I have a server machine with ubuntu 9.10. I am trying to put in place an executable, which turns out to be the latest flashplayer (debugger version).

Somehow the file appears as present and executable, but when launching it the console indicates that the files does not exist:

rodrigo@ns360773:~/t_fplayer$ pwd
/home/rodrigo/t_fplayer
rodrigo@ns360773:~/t_fplayer$ ls -lh
total 12M
-rwxr-xr-x 1 rodrigo rodrigo 12M 2011-07-09 11:35 flashplayerdebugger
rodrigo@ns360773:~/t_fplayer$ ./flashplayerdebugger
-bash: ./flashplayerdebugger: No such file or directory
rodrigo@ns360773:~/t_fplayer$ ldd flashplayerdebugger
       not a dynamic executable

using the same executable (copied via ssh) in my local machine works fine.

Any idea of what is going on? What can explain this behaviour?

Any idea how to fix this?

rodrigob
  • 133

3 Answers3

6

Check the architecture: You'll get that message running an x86 binary on an AMD64 system if you don't have compatibility libraries installed.

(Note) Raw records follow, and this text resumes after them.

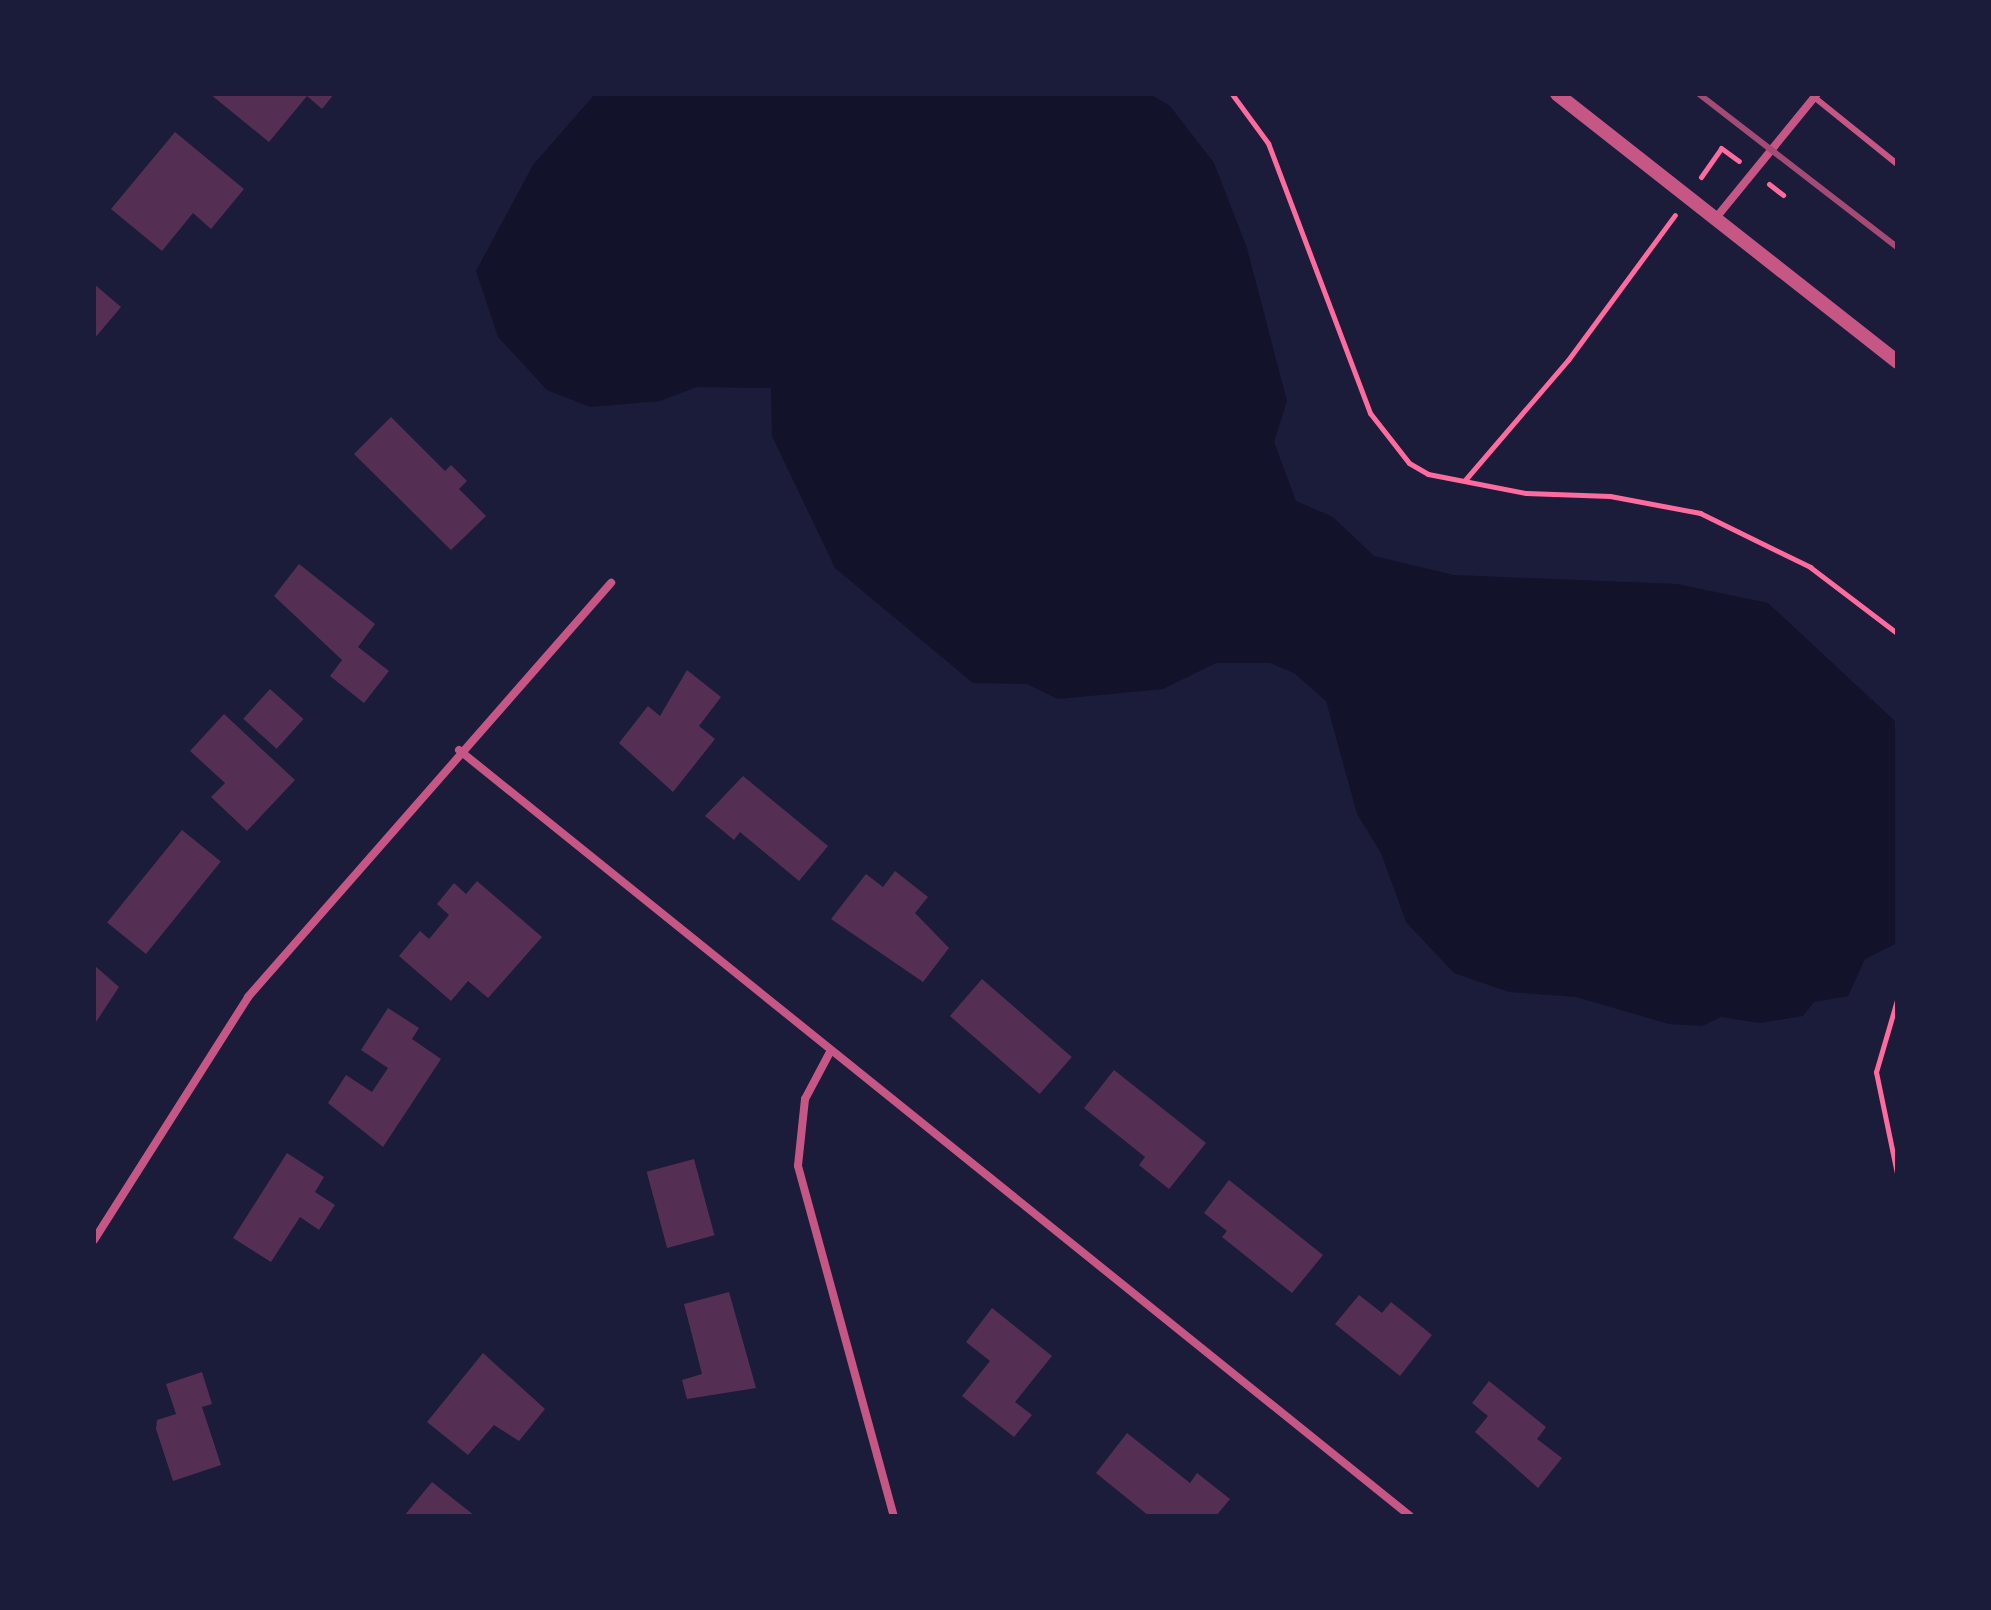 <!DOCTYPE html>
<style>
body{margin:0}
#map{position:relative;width:1991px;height:1610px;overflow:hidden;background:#1b1b3a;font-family:"Asap Condensed",sans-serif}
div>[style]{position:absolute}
.water>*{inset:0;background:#12122b}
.building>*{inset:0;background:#542f53;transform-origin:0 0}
.path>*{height:5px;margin:-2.5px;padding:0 2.5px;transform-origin:2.5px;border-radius:2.5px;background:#ff6b9d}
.service>*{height:6px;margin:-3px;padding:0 3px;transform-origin:3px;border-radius:3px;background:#c65784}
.minor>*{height:8px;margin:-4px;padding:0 4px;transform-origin:4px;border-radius:4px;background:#c65784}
.tertiary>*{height:14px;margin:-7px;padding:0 7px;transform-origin:7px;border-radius:7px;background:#c65784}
.rail>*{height:6px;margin:-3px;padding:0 3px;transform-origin:3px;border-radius:3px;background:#a44b75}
span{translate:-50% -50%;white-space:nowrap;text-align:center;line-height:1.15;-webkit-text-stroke:6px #1b1b3a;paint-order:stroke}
.frame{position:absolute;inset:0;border:96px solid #1b1b3a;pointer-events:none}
</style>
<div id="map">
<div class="water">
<div style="clip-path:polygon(595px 94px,1150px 94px,1170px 106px,1214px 163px,1247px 248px,1287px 401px,1274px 442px,1296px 501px,1333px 517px,1374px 556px,1454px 575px,1677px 584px,1768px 603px,1897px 723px,1895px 944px,1865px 959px,1848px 996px,1814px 1002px,1803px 1016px,1759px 1023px,1721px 1017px,1702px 1026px,1669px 1024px,1576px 997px,1509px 992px,1454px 973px,1406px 922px,1381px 853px,1357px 814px,1326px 701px,1294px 673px,1270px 663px,1216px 663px,1163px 689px,1058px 699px,1027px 684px,973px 683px,835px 568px,772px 436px,771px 388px,697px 387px,660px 401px,590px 407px,547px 390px,498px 337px,476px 271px,533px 165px)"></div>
</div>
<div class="building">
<div style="clip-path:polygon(210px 94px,334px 94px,322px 109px,307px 96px,269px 142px)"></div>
<div style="clip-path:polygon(175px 132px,244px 189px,211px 229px,193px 213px,162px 251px,111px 209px)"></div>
<div style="clip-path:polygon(94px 284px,121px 307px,94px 339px)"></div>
<div style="clip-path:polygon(391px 417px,445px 471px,451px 465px,467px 481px,459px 489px,486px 516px,451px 550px,354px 454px)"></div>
<div style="clip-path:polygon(299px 564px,375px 624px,358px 647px,389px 671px,364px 703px,330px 676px,342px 660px,274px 596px)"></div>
<div style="clip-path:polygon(687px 670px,721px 697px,699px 726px,715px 739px,673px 792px,619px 743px,648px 706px,660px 716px)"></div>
<div style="left:270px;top:689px;width:45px;height:40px;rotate:42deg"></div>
<div style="clip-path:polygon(224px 714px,295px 780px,247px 831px,211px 797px,225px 783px,190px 751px)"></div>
<div style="clip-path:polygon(743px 776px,828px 846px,799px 881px,740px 832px,734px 840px,705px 816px)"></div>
<div style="left:182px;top:830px;width:50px;height:119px;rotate:39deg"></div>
<div style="clip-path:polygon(895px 871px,928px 897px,915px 913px,949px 948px,923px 982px,831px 919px,866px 874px,883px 887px)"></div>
<div style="clip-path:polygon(477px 881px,542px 937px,488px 998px,468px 981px,451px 1001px,399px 956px,420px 931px,429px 939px,449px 915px,437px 904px,454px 883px,466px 894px)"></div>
<div style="clip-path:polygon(94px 965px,119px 987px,94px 1025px)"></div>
<div style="left:982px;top:979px;width:119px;height:49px;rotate:41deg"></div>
<div style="clip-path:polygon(388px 1008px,419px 1028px,412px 1039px,441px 1059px,383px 1147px,328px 1103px,346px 1075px,372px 1092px,388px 1068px,361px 1050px)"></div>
<div style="clip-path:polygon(1114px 1070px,1206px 1143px,1169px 1189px,1139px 1165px,1145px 1157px,1084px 1108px)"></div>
<div style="clip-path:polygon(287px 1153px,324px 1177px,315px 1192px,335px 1205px,319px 1230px,300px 1217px,271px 1262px,233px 1238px)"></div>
<div style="left:694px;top:1159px;width:79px;height:49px;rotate:75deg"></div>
<div style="clip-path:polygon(1229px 1180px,1323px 1255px,1292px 1293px,1222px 1237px,1227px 1231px,1204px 1213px)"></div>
<div style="clip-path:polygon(729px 1292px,756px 1388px,687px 1399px,682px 1380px,702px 1374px,684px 1304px)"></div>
<div style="clip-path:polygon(1359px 1295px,1382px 1313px,1391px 1302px,1432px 1335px,1400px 1376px,1335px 1324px)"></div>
<div style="clip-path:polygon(992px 1308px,1052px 1356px,1015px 1402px,1032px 1415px,1014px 1437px,962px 1396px,990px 1361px,966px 1342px)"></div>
<div style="clip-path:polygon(483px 1353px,545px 1409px,519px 1441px,494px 1425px,468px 1455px,427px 1422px)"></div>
<div style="clip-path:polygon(202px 1372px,212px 1404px,202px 1407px,221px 1465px,173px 1481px,156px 1429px,157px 1420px,176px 1414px,166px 1384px)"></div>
<div style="clip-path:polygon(1489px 1381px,1546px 1427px,1537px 1439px,1562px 1458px,1538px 1488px,1475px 1432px,1488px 1416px,1472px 1403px)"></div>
<div style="clip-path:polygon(1127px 1433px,1190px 1483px,1197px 1473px,1230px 1499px,1216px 1516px,1149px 1516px,1096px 1473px)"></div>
<div style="clip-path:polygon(432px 1482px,475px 1516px,404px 1516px)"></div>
</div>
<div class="path">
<div style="left:1232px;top:94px;width:61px;rotate:53.7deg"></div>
<div style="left:1268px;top:143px;width:289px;rotate:69.3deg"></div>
<div style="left:1370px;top:413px;width:63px;rotate:52deg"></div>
<div style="left:1409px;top:463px;width:22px;rotate:30deg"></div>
<div style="left:1428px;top:474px;width:100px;rotate:11deg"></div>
<div style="left:1526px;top:493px;width:84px;rotate:2deg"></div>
<div style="left:1610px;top:496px;width:92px;rotate:10.7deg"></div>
<div style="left:1700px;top:513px;width:123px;rotate:26.1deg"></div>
<div style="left:1810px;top:567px;width:109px;rotate:37.2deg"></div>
<div style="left:1701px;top:177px;width:35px;rotate:-55deg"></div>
<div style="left:1721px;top:148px;width:22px;rotate:36deg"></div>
<div style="left:1769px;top:184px;width:18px;rotate:38deg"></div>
<div style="left:1465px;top:480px;width:158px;rotate:-49.4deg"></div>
<div style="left:1568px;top:360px;width:180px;rotate:-53.6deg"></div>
<div style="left:1897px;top:1000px;width:75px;rotate:106.3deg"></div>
<div style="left:1876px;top:1072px;width:103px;rotate:78.3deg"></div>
</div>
<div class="service">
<div style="left:1814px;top:97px;width:107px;rotate:38.9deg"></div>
</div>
<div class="minor">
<div style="left:1715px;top:219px;width:161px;rotate:-50.8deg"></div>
<div style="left:459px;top:750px;width:1221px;rotate:38.85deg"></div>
<div style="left:830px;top:1052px;width:53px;rotate:118deg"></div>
<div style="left:805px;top:1099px;width:67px;rotate:96deg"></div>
<div style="left:798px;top:1166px;width:363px;rotate:74.7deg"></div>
<div style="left:94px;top:1240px;width:288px;rotate:-57.6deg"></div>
<div style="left:248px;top:997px;width:551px;rotate:-48.76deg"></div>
</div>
<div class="tertiary">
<div style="left:1557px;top:94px;width:433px;rotate:38.2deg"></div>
</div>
<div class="rail">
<div style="left:1699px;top:94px;width:250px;rotate:37.7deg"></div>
</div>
<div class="frame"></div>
</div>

Also Ubuntu 9.04 is no longer updated, so you might want to update it.

2

Static or dynamic, it still makes use of a dynamically-loaded "interpreter", which on Linux is usually named ld-linux.so.VERSION. If you have an executable which requires a version of the interpreter that isn't present, as when you try to use a newer binary on an old system, you will get that error because the interpreter isn't found. (And the error message is unfortunate but not fixable unless the kernel is extended with a better error reporting API; all the shell knows is that it got ENOENT in response to execve("./flashplayerdebugger", ...).) So my guess is you're trying to run a binary compiled for Ubuntu 11.x on your old server, and that's a lost cause — you will need to get one compiled for Ubuntu 9.10.

geekosaur
  • 7,285
0

This is probably due to missing 32-bit environment. You could try to use strace to find what exacly is missing: strace ./flashplayerdebugger. You should see there some open()s for non-existent libs.